- **What to do**:
Your task is to copy every line below that contains the word "sans".

- **Recorded data**:
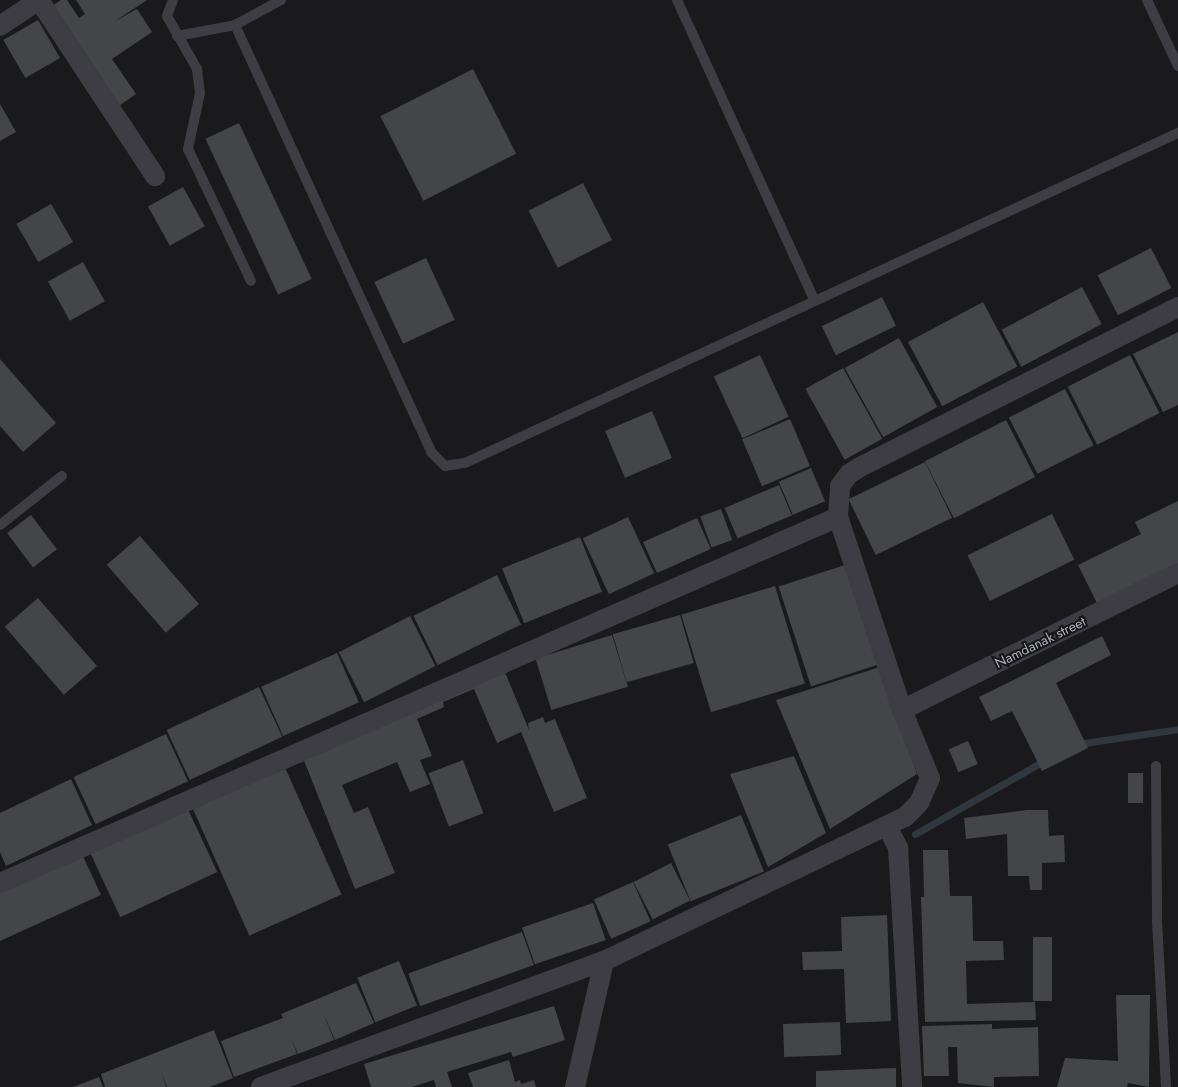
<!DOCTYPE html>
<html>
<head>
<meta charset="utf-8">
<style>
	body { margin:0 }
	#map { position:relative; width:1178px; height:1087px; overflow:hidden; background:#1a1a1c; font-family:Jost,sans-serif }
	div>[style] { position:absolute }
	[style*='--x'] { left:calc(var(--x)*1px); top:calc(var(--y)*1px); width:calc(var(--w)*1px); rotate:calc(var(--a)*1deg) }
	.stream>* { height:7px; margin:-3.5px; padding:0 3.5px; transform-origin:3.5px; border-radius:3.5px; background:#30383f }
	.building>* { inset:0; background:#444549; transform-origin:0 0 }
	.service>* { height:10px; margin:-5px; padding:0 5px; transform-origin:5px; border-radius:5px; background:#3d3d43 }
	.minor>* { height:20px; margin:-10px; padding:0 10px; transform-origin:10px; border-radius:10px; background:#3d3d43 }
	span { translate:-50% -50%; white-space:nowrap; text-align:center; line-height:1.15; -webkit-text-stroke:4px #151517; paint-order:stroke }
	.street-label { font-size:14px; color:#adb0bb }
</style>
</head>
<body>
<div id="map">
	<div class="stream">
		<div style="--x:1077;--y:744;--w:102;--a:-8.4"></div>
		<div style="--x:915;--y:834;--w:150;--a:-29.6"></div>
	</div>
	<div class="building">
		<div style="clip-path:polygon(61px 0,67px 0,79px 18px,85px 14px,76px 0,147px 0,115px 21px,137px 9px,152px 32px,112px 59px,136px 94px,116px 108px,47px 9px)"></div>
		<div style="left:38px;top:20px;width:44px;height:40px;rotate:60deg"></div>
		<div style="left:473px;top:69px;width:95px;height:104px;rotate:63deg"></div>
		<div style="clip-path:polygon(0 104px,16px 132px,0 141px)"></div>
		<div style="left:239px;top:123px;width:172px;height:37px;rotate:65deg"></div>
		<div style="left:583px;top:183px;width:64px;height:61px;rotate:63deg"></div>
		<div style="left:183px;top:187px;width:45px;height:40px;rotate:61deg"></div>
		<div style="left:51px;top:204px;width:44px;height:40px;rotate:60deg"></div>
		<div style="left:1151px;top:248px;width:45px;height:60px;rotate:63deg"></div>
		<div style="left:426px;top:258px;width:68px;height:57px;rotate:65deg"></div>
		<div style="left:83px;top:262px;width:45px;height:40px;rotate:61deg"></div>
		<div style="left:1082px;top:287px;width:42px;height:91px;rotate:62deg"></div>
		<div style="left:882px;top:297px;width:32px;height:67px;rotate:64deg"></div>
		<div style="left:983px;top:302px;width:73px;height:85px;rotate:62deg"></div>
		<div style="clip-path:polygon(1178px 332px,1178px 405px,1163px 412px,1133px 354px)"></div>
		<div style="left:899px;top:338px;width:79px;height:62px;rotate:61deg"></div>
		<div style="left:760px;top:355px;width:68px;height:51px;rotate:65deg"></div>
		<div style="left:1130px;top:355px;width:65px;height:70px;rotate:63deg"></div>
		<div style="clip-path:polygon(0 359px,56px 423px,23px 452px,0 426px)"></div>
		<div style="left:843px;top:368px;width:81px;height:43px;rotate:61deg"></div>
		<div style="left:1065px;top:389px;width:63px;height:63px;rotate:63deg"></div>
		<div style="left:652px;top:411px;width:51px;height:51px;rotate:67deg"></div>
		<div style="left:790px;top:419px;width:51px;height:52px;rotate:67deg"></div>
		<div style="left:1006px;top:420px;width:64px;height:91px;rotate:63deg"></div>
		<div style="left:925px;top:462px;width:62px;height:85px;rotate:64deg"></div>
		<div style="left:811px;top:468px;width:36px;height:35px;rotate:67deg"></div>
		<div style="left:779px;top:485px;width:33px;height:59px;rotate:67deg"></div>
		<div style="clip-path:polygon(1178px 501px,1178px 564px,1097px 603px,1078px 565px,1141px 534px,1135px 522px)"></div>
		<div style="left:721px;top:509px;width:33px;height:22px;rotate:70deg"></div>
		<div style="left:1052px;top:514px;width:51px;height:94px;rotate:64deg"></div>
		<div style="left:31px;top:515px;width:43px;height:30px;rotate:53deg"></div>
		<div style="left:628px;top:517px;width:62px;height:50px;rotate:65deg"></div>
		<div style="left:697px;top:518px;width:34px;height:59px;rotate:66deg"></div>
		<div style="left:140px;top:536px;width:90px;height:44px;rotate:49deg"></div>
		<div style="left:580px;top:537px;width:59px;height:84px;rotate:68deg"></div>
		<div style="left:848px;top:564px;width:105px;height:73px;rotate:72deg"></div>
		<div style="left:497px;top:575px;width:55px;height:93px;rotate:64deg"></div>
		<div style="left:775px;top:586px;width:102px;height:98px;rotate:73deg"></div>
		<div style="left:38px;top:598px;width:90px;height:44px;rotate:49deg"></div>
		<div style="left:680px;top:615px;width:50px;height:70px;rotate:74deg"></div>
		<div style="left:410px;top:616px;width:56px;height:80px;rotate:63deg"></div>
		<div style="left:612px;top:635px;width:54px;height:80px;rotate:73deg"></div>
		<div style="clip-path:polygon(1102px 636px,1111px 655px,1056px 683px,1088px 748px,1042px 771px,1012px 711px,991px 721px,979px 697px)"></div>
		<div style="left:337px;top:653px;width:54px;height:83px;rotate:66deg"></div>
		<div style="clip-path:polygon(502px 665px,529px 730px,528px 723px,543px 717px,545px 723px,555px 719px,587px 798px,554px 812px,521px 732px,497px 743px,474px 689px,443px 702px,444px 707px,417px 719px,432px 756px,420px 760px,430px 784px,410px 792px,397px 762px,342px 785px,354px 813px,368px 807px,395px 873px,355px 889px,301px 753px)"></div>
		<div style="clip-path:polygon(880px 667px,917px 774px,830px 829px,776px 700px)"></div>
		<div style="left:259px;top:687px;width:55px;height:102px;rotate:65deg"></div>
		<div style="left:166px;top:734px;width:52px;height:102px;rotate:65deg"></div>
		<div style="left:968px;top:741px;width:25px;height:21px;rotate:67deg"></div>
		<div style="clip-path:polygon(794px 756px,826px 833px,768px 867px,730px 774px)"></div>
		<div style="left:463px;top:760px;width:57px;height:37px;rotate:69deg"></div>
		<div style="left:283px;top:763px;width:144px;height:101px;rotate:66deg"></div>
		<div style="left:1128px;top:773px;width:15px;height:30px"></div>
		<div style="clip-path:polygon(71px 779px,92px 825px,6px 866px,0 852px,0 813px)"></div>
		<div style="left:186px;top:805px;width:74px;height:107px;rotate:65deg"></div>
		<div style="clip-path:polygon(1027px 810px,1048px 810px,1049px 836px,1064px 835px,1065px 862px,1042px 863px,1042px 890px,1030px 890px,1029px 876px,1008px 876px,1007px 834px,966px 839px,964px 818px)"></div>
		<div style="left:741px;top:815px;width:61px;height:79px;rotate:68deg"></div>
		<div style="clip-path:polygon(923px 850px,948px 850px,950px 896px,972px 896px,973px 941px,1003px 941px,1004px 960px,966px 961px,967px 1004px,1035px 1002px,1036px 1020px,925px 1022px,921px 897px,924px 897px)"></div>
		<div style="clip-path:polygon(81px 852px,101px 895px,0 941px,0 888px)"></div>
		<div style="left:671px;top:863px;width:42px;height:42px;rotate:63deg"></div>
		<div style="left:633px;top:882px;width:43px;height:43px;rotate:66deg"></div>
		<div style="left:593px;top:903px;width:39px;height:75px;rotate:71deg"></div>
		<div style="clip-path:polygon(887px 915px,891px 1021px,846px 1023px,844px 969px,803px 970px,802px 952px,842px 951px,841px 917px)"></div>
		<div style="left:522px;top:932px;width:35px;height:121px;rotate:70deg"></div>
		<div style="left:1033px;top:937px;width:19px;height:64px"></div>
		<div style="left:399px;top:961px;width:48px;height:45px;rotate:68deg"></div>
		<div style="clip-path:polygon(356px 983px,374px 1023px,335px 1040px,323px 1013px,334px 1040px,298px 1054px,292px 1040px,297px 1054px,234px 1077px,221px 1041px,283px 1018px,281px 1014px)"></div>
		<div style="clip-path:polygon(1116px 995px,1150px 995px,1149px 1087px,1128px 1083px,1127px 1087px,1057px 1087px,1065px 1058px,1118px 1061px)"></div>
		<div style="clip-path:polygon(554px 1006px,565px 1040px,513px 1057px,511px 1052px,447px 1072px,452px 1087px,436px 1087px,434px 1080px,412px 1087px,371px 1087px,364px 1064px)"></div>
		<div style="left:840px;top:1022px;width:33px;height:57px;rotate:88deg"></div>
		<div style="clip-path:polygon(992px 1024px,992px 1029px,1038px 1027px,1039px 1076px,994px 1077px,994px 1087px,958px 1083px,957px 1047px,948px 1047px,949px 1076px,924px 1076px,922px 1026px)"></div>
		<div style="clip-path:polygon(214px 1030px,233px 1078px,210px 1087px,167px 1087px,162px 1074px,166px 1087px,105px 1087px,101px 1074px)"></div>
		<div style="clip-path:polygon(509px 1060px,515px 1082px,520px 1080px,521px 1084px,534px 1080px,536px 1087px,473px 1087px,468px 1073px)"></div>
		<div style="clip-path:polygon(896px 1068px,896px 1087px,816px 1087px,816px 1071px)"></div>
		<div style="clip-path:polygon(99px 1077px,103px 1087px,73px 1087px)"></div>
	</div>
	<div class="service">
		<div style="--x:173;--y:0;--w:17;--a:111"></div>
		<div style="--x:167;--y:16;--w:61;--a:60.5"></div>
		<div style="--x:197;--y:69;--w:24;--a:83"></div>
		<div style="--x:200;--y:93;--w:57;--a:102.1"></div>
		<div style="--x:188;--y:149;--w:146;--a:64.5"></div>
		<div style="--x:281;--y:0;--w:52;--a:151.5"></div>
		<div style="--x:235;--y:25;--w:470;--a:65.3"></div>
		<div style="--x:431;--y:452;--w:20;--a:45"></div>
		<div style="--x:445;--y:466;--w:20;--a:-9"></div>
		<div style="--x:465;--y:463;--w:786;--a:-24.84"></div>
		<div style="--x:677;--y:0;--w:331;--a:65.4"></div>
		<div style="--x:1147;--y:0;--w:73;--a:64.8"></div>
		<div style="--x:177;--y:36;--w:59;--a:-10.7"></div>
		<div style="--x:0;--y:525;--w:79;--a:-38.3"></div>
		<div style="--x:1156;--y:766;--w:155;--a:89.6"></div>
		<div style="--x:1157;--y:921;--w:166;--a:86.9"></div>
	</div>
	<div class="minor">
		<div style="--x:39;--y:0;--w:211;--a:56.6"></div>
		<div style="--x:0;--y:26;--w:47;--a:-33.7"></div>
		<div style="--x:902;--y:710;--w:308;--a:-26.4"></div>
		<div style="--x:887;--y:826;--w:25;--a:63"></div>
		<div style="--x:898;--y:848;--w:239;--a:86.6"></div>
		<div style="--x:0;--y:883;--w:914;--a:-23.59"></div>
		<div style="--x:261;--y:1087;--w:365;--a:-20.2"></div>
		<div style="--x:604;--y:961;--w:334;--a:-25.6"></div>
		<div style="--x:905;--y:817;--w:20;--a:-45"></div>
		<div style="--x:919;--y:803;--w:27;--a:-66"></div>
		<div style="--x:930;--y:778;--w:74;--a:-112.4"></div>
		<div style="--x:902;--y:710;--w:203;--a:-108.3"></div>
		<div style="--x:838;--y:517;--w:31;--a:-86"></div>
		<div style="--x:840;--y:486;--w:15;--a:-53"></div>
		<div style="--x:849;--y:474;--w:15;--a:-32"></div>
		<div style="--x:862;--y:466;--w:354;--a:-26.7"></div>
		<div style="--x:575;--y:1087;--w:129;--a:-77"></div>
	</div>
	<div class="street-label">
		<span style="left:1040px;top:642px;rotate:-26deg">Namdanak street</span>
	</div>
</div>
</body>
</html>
==
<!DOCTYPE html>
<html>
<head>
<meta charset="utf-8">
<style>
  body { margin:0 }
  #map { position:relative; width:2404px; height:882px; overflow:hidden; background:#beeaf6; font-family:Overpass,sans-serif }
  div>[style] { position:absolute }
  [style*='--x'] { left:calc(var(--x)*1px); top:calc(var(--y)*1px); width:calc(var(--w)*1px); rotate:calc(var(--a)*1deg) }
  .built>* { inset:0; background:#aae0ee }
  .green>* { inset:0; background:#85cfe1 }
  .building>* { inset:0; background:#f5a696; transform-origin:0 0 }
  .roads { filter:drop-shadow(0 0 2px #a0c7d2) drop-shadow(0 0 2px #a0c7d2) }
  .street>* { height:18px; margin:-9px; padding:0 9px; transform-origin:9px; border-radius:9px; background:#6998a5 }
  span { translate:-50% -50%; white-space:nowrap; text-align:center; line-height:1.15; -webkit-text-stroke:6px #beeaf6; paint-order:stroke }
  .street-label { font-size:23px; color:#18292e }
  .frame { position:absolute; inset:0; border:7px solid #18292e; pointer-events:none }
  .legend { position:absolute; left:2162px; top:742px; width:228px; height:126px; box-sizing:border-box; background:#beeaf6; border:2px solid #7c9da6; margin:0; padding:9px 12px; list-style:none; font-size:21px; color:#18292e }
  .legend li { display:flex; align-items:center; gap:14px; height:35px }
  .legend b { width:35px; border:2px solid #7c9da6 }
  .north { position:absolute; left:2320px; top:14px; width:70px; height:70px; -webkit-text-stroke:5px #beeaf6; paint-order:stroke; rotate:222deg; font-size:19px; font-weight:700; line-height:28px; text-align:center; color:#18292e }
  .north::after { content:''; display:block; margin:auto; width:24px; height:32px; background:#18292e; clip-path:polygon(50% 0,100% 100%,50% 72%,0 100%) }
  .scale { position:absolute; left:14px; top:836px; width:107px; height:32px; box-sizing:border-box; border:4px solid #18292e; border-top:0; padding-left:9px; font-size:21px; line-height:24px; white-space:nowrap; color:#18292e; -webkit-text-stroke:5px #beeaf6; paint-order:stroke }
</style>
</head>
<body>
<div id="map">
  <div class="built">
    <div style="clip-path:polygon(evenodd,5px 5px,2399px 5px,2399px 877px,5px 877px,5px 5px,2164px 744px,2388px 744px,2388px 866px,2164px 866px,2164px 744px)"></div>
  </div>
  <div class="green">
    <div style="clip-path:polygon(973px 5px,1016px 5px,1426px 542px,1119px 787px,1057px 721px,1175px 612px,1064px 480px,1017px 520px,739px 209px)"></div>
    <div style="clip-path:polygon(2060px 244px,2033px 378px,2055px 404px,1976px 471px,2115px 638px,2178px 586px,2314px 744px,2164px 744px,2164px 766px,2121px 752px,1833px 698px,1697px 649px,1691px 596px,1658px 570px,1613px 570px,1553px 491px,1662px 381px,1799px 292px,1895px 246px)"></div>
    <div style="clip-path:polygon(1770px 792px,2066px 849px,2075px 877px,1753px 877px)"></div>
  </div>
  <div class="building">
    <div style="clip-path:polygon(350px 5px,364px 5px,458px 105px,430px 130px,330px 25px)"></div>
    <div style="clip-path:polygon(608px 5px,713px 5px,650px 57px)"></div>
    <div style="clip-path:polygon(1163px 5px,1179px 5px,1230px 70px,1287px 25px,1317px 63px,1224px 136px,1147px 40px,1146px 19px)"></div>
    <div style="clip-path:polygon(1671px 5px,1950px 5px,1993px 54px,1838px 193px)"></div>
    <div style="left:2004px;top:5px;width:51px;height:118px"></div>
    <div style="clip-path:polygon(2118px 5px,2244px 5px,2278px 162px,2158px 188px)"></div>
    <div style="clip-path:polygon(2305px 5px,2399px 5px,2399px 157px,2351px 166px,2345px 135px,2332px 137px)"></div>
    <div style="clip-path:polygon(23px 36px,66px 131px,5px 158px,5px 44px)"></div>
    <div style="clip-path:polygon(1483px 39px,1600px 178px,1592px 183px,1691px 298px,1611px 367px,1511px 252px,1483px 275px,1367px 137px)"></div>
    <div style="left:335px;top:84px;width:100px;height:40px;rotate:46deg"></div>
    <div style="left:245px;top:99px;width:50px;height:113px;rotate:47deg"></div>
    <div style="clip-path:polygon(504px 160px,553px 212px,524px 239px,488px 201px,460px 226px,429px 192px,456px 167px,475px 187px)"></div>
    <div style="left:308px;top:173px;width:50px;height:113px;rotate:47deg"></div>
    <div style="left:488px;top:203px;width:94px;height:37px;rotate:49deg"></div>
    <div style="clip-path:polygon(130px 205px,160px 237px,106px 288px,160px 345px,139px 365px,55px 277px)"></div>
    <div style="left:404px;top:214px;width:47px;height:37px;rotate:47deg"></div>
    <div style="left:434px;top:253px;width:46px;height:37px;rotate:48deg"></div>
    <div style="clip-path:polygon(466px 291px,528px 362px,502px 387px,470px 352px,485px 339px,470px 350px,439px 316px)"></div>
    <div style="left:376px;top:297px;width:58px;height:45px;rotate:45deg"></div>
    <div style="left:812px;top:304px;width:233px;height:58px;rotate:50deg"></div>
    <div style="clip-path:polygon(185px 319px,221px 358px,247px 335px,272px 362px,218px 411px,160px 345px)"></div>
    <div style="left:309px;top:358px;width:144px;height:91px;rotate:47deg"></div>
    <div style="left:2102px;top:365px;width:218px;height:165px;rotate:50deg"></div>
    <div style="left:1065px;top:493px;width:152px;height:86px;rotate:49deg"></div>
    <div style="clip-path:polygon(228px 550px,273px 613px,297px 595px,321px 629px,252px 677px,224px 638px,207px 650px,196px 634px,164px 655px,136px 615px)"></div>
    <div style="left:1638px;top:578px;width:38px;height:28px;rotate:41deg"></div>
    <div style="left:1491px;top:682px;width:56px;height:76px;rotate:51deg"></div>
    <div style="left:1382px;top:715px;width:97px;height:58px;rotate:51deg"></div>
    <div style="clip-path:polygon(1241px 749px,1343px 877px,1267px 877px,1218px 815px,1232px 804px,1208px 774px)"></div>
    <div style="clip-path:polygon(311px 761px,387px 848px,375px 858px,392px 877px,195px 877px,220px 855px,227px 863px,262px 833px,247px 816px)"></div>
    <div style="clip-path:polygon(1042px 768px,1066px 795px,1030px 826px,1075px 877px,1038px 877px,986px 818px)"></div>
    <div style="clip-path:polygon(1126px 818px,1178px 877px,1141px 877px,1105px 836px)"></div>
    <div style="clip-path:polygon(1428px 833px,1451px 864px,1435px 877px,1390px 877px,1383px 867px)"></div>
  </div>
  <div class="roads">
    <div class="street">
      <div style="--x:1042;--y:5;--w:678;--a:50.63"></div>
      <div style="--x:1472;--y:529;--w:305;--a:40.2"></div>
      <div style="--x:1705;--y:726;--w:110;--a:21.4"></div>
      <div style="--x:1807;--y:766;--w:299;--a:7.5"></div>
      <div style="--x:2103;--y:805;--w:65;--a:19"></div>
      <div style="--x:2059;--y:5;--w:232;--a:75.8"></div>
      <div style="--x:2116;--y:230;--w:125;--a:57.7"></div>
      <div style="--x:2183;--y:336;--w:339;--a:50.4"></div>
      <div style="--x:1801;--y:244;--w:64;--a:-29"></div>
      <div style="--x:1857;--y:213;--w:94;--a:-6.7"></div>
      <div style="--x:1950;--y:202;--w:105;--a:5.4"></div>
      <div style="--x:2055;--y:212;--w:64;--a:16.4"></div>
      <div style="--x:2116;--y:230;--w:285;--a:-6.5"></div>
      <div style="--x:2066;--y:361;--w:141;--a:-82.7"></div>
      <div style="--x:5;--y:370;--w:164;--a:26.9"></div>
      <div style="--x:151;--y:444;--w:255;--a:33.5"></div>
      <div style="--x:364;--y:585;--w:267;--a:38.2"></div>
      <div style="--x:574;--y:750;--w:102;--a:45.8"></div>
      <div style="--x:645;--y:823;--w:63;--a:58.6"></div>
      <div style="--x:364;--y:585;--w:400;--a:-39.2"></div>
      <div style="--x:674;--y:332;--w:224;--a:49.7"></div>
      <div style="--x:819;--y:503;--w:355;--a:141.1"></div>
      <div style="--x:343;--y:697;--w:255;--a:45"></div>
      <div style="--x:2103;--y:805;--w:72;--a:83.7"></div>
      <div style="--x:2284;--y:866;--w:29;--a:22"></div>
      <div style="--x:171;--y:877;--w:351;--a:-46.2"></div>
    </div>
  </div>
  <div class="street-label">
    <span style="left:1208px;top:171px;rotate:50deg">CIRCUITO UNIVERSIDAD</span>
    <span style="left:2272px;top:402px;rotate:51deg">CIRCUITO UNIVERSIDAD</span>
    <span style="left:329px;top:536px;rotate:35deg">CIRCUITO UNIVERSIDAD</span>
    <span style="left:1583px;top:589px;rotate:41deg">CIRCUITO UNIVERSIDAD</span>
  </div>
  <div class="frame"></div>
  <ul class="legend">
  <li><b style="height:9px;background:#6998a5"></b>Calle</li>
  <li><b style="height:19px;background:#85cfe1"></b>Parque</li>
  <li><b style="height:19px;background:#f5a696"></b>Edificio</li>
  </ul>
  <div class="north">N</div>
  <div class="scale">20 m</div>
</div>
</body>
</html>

- **Solution for this exercise**:
	#map { position:relative; width:1178px; height:1087px; overflow:hidden; background:#1a1a1c; font-family:Jost,sans-serif }
  #map { position:relative; width:2404px; height:882px; overflow:hidden; background:#beeaf6; font-family:Overpass,sans-serif }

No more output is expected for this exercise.